Negosentro.com | Possible Career Options for Those who Love Helping Others | While more and more people are looking for careers in the fields related to IT, technology and related branches, there are still many of those who are ready and willing to help others. The options range from healthcare or emergency services to legal business, science and even engineering. If you’re one of those who are ready to dedicate their career to proving help and assistance to those in need, here are some suggestions you need to consider.
Teaching and education
There are few jobs that can help an individual as much as that of a teacher. As students grow and develop, teachers are there to witness that progress and guide it. With most teachers working at primary or secondary school, there are also their colleagues working with pupils and disabilities and special needs, pupil referral units, young offenders’ institutions and hospitals.
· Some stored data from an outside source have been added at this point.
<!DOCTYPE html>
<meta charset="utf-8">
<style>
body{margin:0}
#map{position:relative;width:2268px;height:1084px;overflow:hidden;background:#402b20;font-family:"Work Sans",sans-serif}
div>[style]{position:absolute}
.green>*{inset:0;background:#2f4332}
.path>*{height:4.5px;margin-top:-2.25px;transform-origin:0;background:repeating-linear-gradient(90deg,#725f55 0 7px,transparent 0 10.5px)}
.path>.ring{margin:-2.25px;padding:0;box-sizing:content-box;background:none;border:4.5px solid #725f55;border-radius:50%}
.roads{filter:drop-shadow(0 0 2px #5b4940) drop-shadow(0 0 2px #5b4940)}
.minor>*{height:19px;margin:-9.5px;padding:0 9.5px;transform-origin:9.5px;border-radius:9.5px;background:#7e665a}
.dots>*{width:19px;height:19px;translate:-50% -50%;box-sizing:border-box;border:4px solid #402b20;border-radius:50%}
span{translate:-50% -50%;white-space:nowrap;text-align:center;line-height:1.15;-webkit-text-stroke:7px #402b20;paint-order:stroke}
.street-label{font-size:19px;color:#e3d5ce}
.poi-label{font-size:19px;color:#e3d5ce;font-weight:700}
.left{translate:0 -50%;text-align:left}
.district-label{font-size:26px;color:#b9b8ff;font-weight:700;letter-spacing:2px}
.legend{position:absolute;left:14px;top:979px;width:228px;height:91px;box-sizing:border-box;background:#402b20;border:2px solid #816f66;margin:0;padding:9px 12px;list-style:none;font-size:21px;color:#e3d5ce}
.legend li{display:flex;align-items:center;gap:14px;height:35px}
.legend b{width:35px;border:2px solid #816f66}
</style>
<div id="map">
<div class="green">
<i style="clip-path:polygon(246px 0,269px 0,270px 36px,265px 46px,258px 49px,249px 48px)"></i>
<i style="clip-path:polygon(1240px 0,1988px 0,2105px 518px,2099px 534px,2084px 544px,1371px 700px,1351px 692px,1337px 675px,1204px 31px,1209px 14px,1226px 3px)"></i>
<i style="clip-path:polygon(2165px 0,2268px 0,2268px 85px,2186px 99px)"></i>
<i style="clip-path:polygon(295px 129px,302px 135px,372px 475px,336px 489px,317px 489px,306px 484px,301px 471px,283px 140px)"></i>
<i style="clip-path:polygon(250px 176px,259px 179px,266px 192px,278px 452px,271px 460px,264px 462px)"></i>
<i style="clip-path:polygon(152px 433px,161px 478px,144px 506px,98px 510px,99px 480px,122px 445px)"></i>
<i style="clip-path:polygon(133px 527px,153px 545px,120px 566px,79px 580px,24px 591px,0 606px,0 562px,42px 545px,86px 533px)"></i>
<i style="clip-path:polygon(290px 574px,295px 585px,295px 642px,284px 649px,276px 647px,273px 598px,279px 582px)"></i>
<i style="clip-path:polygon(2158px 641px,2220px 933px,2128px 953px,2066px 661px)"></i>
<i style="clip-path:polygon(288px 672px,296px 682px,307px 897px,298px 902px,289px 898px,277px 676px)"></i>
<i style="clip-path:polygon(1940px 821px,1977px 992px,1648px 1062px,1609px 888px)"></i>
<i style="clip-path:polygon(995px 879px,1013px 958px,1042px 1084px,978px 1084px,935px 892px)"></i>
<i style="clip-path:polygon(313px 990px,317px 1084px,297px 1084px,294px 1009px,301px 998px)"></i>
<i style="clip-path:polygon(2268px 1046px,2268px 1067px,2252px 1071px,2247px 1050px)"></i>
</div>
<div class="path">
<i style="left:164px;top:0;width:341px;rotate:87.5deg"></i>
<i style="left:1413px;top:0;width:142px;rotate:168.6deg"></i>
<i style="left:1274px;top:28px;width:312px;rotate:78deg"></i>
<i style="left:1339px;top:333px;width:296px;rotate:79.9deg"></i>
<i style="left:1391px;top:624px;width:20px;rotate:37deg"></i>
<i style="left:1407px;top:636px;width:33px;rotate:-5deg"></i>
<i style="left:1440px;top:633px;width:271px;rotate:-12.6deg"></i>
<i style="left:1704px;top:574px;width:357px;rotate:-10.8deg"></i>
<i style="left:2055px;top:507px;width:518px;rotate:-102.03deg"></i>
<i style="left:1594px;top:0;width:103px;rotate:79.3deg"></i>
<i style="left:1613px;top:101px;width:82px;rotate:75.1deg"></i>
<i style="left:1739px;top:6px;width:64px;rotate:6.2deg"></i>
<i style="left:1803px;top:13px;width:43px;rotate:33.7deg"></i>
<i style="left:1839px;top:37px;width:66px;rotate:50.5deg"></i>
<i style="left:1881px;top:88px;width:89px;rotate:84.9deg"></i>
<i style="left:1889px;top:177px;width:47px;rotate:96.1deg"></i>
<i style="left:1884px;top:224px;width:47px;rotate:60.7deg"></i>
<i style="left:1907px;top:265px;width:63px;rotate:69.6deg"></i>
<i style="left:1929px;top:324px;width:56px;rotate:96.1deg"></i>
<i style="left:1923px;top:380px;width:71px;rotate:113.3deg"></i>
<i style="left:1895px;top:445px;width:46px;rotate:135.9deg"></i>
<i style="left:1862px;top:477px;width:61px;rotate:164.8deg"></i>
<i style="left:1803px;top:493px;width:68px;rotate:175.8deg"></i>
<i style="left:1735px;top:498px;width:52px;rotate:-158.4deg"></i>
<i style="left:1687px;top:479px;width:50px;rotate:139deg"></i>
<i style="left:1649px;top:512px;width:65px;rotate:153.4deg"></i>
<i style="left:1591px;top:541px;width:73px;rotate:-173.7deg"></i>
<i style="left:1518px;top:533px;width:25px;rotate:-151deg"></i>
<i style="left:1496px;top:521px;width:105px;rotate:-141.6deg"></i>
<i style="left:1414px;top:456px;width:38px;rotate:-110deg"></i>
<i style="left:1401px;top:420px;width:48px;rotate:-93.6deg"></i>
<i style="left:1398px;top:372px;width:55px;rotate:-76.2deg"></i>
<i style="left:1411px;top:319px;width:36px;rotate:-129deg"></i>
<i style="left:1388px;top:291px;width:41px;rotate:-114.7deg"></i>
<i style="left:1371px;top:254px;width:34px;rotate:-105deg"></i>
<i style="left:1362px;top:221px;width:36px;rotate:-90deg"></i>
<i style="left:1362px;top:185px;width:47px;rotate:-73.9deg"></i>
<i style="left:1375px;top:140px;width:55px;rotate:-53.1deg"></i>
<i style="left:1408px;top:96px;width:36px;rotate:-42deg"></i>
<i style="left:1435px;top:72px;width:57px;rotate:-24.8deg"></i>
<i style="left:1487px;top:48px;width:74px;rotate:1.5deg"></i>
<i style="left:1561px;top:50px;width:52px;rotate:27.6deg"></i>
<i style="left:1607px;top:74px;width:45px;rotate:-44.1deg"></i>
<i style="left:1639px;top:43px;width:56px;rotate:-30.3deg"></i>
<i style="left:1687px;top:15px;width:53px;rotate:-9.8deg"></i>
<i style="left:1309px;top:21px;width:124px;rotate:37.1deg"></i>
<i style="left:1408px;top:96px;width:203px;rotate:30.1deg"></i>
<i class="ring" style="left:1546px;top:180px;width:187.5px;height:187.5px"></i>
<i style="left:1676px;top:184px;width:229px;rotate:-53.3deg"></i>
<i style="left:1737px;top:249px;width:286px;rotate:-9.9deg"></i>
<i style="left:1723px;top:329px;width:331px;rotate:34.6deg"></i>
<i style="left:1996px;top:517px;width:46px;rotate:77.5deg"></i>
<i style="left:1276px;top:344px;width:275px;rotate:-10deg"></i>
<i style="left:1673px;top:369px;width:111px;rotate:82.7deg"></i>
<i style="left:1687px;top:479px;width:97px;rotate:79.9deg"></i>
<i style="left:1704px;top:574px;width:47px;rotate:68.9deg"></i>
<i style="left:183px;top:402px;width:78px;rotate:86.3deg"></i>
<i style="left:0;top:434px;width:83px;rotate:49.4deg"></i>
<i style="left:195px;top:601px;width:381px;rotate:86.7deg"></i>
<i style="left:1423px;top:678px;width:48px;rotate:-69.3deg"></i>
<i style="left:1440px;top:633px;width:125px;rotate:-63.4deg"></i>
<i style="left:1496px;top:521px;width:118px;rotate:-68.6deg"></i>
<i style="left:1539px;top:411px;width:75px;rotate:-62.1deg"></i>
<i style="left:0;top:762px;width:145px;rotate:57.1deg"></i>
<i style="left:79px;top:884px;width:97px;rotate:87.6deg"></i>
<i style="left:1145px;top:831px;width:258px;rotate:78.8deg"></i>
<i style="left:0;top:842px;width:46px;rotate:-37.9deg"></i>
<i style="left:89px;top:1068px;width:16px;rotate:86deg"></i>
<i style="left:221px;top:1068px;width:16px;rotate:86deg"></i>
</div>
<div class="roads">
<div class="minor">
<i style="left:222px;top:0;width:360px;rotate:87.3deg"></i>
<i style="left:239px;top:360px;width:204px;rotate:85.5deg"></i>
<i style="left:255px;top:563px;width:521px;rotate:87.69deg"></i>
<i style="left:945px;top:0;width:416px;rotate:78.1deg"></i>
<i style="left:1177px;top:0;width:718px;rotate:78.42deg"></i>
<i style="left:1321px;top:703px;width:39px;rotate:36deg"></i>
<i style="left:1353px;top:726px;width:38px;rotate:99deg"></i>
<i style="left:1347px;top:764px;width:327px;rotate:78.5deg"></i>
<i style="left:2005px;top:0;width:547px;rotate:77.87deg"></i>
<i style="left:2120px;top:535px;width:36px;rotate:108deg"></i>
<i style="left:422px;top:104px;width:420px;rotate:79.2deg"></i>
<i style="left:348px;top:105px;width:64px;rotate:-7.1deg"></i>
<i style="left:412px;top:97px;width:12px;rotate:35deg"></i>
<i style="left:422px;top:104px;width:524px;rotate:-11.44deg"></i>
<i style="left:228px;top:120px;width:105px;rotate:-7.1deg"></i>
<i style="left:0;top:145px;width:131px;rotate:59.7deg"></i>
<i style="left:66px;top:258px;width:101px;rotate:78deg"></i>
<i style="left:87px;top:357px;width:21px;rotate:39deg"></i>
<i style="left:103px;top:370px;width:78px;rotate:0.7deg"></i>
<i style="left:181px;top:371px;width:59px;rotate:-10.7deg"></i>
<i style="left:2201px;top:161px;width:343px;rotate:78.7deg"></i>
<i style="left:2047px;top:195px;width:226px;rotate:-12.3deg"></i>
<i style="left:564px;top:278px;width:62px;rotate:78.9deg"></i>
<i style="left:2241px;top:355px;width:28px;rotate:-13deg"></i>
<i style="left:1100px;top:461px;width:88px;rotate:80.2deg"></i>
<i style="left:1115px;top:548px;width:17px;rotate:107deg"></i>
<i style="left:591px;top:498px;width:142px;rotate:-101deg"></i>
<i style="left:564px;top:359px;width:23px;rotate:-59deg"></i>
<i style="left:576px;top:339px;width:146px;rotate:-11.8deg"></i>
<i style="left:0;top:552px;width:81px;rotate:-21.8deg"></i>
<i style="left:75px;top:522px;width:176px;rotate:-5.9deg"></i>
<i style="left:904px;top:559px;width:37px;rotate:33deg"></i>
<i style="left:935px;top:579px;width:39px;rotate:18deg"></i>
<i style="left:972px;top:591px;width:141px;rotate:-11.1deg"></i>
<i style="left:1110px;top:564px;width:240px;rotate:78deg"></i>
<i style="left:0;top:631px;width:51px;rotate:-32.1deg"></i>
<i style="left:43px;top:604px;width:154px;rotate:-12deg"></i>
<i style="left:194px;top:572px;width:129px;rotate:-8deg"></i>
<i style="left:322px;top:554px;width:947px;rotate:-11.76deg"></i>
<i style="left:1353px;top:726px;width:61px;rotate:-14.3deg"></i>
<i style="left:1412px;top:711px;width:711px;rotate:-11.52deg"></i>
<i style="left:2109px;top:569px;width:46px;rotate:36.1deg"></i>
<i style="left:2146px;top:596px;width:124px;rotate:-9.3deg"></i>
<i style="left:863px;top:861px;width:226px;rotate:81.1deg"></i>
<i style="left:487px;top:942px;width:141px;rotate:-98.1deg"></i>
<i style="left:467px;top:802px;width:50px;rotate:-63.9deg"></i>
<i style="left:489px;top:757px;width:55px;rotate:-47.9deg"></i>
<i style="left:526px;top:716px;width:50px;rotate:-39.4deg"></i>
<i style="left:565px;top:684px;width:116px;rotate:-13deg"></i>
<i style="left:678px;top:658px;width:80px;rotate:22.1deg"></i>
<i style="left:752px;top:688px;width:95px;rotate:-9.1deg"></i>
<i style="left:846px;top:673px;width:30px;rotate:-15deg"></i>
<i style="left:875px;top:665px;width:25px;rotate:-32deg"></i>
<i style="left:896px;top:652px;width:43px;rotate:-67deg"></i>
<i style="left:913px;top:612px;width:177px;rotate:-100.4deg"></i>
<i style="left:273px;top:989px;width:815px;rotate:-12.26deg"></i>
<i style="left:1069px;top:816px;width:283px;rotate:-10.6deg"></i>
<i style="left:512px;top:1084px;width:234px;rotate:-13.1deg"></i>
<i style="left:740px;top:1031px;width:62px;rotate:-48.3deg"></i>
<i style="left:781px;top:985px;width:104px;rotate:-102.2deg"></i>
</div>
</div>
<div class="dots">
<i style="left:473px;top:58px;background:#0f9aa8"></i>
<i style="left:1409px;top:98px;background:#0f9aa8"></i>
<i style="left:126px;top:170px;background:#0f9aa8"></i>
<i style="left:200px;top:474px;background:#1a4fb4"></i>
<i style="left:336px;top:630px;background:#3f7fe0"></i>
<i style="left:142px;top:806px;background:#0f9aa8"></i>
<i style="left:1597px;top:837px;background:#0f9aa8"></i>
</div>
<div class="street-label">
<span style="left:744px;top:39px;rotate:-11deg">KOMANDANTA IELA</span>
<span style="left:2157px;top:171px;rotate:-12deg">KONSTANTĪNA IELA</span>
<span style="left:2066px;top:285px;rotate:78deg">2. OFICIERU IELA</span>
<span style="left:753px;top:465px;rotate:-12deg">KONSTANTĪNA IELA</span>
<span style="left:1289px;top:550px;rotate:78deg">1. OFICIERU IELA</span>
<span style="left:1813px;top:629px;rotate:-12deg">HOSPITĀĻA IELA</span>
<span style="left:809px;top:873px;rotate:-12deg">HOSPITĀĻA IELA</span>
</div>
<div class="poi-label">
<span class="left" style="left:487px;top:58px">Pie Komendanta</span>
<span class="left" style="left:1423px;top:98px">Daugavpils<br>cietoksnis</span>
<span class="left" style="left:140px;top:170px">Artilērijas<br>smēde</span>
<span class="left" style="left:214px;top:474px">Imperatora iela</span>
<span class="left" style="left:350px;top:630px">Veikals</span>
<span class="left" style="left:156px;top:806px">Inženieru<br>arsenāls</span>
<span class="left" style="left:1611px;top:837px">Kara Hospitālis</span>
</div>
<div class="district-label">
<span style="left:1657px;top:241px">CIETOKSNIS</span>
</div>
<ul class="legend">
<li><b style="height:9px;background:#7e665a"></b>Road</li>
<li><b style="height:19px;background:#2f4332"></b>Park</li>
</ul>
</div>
To be a teacher at such an institution, you can need to get a relevant degree, but if you don’t want to go to university, there are other careers in education you could consider, such as youth work, playwork, childcare or being a teaching assistant.
Doctors help people in the most direct way, although there are also other jobs in medicine that allow you to help people. Doctors can work with patients or dedicate your career to medical research that can have a wider impact. As a doctor, you can work in a hospital, GP surgery, outpatient clinic or even with the armed forces and choose from a huge range of branches of medicine, from surgery to psychiatry. However, you need a degree in medicine, which is quite difficult to get.
Similarly, working as a nurse, you can work with patients in a range of different settings. There are hospital wards, GP surgeries, or you could visit people in their own homes, within the scope of independent living options NDIS supports or some other arrangement. Also, you could specialize as an adult nurse, children’s nurse, neonatal nurse (working with newborn babies), mental health nurse or learning disabilities nurse. Again, nurses need a degree, through university or a nursing degree apprenticeship.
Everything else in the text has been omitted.